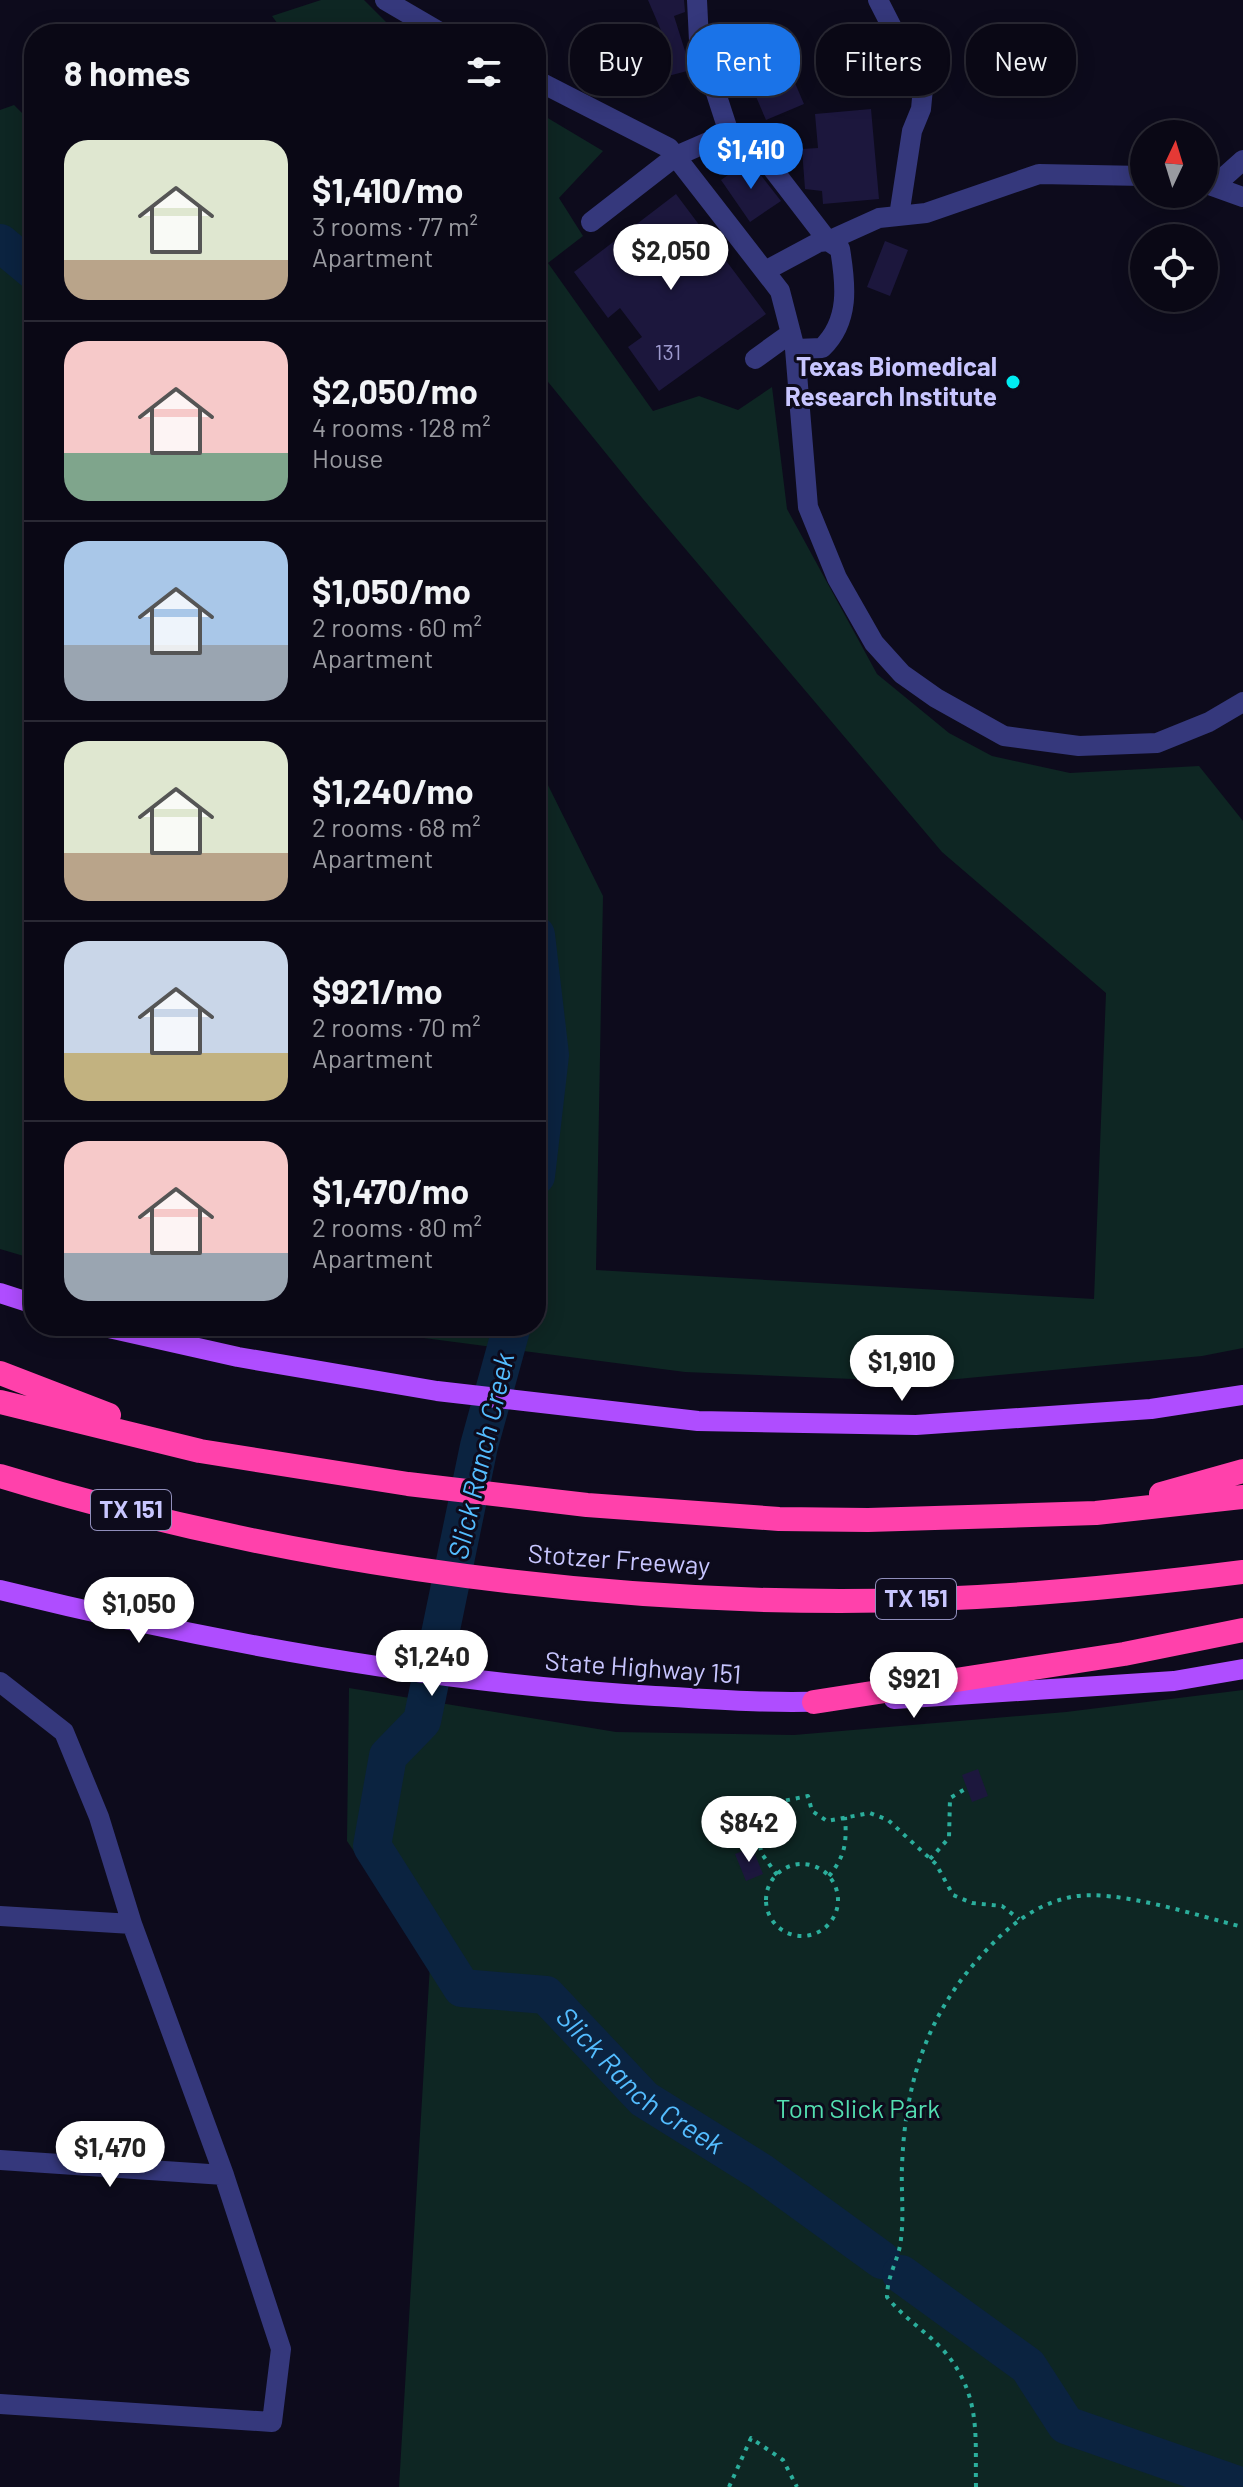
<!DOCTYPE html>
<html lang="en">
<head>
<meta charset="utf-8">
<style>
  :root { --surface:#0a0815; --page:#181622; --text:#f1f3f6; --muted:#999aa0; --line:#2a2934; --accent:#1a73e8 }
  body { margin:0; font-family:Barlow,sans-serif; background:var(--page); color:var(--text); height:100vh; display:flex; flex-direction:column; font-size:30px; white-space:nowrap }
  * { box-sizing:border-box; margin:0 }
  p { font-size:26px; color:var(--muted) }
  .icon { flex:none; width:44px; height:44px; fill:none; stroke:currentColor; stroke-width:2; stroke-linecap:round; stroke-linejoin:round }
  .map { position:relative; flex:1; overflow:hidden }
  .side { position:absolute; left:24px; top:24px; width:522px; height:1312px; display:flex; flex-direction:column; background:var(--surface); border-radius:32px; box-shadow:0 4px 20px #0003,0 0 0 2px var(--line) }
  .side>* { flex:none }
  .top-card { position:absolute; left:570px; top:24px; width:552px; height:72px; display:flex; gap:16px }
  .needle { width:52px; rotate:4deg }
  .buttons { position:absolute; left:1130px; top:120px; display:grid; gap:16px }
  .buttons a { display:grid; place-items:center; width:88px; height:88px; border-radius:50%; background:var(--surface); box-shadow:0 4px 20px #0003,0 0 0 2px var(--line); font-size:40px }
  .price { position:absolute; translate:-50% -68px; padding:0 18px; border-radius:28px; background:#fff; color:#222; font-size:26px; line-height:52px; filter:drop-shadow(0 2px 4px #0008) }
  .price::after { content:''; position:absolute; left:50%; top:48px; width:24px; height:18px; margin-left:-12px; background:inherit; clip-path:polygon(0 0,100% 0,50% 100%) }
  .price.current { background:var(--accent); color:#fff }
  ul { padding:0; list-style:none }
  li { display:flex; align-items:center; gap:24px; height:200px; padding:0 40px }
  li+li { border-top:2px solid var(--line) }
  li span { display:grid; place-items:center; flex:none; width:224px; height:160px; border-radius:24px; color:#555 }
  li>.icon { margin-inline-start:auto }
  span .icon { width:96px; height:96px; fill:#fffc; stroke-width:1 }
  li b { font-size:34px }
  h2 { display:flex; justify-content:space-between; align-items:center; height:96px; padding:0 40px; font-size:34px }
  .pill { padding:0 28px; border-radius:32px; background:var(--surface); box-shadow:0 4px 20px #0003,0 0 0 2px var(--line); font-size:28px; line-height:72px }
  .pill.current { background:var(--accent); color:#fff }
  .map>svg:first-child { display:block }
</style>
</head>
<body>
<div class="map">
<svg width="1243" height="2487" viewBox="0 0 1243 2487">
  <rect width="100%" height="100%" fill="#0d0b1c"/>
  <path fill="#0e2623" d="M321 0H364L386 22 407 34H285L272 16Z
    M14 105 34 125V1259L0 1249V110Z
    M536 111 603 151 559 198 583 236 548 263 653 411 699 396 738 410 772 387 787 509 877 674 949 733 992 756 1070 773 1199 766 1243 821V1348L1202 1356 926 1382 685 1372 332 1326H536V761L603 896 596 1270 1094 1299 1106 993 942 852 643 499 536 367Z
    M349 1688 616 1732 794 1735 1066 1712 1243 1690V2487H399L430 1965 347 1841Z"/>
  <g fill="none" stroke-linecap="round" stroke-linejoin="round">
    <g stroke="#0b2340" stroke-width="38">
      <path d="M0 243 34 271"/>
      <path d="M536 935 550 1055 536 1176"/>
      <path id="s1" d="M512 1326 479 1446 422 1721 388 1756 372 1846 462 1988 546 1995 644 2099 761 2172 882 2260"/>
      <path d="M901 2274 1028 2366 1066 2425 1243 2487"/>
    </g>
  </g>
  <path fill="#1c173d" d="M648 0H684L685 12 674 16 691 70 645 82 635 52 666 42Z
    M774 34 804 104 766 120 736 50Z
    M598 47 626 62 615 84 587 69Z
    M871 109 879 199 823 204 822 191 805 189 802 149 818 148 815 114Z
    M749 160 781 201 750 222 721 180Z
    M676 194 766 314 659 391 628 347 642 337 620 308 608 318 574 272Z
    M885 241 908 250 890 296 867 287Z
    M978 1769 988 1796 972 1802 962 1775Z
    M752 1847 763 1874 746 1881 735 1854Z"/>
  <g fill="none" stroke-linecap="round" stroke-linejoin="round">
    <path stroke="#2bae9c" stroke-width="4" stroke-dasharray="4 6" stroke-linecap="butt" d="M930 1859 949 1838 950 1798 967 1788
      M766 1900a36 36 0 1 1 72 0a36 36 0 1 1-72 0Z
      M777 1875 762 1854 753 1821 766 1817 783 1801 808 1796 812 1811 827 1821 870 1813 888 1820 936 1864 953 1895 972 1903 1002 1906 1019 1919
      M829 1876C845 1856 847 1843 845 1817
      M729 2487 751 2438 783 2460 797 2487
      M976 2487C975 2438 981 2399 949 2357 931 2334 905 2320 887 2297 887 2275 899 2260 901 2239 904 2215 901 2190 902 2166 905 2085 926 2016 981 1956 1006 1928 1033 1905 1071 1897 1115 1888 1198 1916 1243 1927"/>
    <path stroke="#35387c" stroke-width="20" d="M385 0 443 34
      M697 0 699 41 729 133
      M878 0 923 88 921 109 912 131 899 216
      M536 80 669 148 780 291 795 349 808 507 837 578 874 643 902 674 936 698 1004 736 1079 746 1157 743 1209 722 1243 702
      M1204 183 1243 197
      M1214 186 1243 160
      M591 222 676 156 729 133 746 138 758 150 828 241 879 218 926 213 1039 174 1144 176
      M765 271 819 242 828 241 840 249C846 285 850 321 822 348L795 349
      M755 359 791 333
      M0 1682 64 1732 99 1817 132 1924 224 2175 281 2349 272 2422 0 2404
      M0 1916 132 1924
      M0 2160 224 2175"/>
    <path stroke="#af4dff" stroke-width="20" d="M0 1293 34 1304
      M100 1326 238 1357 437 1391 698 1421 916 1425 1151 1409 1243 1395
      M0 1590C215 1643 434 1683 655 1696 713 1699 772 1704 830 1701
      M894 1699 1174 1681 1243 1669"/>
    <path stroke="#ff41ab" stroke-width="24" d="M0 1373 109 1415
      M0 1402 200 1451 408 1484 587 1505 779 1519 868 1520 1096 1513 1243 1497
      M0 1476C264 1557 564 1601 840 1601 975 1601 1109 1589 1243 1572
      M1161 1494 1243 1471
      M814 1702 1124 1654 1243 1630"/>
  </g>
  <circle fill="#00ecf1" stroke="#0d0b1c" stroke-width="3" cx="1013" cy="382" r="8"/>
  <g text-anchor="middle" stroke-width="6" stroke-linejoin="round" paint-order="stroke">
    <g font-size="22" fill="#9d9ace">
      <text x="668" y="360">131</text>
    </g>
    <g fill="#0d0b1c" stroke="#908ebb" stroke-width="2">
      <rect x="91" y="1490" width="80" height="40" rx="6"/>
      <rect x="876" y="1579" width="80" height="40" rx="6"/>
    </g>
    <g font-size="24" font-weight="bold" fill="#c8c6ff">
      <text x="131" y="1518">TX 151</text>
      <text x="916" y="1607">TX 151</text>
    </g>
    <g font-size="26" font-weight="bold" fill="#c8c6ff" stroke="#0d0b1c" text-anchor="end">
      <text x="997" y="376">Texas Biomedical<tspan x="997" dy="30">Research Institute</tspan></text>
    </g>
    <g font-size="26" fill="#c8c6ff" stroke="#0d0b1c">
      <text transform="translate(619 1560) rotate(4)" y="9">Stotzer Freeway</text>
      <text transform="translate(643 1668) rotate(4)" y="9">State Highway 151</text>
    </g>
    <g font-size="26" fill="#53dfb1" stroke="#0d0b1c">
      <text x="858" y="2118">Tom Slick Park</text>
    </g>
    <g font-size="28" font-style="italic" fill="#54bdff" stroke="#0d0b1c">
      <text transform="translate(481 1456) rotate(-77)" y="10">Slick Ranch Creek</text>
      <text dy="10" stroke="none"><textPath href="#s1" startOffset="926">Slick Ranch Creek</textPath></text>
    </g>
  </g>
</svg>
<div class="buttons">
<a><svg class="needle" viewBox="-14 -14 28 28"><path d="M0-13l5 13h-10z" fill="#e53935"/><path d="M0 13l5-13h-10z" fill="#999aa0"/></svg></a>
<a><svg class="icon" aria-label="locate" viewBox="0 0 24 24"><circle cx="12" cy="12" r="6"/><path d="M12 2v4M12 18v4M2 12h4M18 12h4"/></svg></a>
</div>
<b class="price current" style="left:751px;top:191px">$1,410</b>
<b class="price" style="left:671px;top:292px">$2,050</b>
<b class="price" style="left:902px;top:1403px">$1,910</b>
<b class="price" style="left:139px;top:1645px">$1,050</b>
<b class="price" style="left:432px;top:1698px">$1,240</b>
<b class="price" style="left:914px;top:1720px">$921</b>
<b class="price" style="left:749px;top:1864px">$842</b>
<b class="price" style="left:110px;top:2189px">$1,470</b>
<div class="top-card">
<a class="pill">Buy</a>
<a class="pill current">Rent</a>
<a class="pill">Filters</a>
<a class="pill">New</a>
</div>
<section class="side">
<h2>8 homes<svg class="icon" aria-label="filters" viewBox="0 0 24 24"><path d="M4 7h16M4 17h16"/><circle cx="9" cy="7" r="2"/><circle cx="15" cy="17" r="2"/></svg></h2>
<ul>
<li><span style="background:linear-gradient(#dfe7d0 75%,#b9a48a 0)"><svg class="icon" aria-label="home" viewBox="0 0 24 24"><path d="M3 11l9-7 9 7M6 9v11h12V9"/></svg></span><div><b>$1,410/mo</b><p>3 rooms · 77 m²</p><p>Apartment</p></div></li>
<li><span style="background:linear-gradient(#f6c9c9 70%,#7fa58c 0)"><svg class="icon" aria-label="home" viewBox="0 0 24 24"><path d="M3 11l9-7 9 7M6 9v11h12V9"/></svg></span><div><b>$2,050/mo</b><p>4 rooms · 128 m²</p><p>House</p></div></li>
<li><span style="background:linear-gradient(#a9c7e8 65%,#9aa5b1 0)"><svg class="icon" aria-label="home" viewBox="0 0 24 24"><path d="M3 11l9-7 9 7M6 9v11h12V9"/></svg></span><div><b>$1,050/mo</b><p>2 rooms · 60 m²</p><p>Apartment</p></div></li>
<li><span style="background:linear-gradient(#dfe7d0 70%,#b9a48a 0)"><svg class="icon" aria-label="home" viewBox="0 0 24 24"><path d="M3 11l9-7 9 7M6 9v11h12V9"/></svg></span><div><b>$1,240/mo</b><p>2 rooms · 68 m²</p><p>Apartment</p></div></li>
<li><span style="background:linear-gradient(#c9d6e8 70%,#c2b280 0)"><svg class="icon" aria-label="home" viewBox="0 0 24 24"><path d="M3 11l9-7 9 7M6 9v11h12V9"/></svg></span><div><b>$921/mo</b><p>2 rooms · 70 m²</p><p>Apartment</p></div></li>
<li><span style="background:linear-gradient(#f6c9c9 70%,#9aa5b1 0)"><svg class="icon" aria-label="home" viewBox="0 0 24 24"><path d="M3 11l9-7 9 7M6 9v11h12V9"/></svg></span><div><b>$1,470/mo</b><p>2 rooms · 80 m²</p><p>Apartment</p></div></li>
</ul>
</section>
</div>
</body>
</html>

_PROBLEM REQUIREMENTS:_
From the opening line of the entries above to the line that holds "width:96px; height:96px; fill:#fffc;", inclusive, reproduce each line exactly and omit any picture.

_THE COMPLETED TASK:_
<!DOCTYPE html>
<html lang="en">
<head>
<meta charset="utf-8">
<style>
  :root { --surface:#0a0815; --page:#181622; --text:#f1f3f6; --muted:#999aa0; --line:#2a2934; --accent:#1a73e8 }
  body { margin:0; font-family:Barlow,sans-serif; background:var(--page); color:var(--text); height:100vh; display:flex; flex-direction:column; font-size:30px; white-space:nowrap }
  * { box-sizing:border-box; margin:0 }
  p { font-size:26px; color:var(--muted) }
  .icon { flex:none; width:44px; height:44px; fill:none; stroke:currentColor; stroke-width:2; stroke-linecap:round; stroke-linejoin:round }
  .map { position:relative; flex:1; overflow:hidden }
  .side { position:absolute; left:24px; top:24px; width:522px; height:1312px; display:flex; flex-direction:column; background:var(--surface); border-radius:32px; box-shadow:0 4px 20px #0003,0 0 0 2px var(--line) }
  .side>* { flex:none }
  .top-card { position:absolute; left:570px; top:24px; width:552px; height:72px; display:flex; gap:16px }
  .needle { width:52px; rotate:4deg }
  .buttons { position:absolute; left:1130px; top:120px; display:grid; gap:16px }
  .buttons a { display:grid; place-items:center; width:88px; height:88px; border-radius:50%; background:var(--surface); box-shadow:0 4px 20px #0003,0 0 0 2px var(--line); font-size:40px }
  .price { position:absolute; translate:-50% -68px; padding:0 18px; border-radius:28px; background:#fff; color:#222; font-size:26px; line-height:52px; filter:drop-shadow(0 2px 4px #0008) }
  .price::after { content:''; position:absolute; left:50%; top:48px; width:24px; height:18px; margin-left:-12px; background:inherit; clip-path:polygon(0 0,100% 0,50% 100%) }
  .price.current { background:var(--accent); color:#fff }
  ul { padding:0; list-style:none }
  li { display:flex; align-items:center; gap:24px; height:200px; padding:0 40px }
  li+li { border-top:2px solid var(--line) }
  li span { display:grid; place-items:center; flex:none; width:224px; height:160px; border-radius:24px; color:#555 }
  li>.icon { margin-inline-start:auto }
  span .icon { width:96px; height:96px; fill:#fffc; stroke-width:1 }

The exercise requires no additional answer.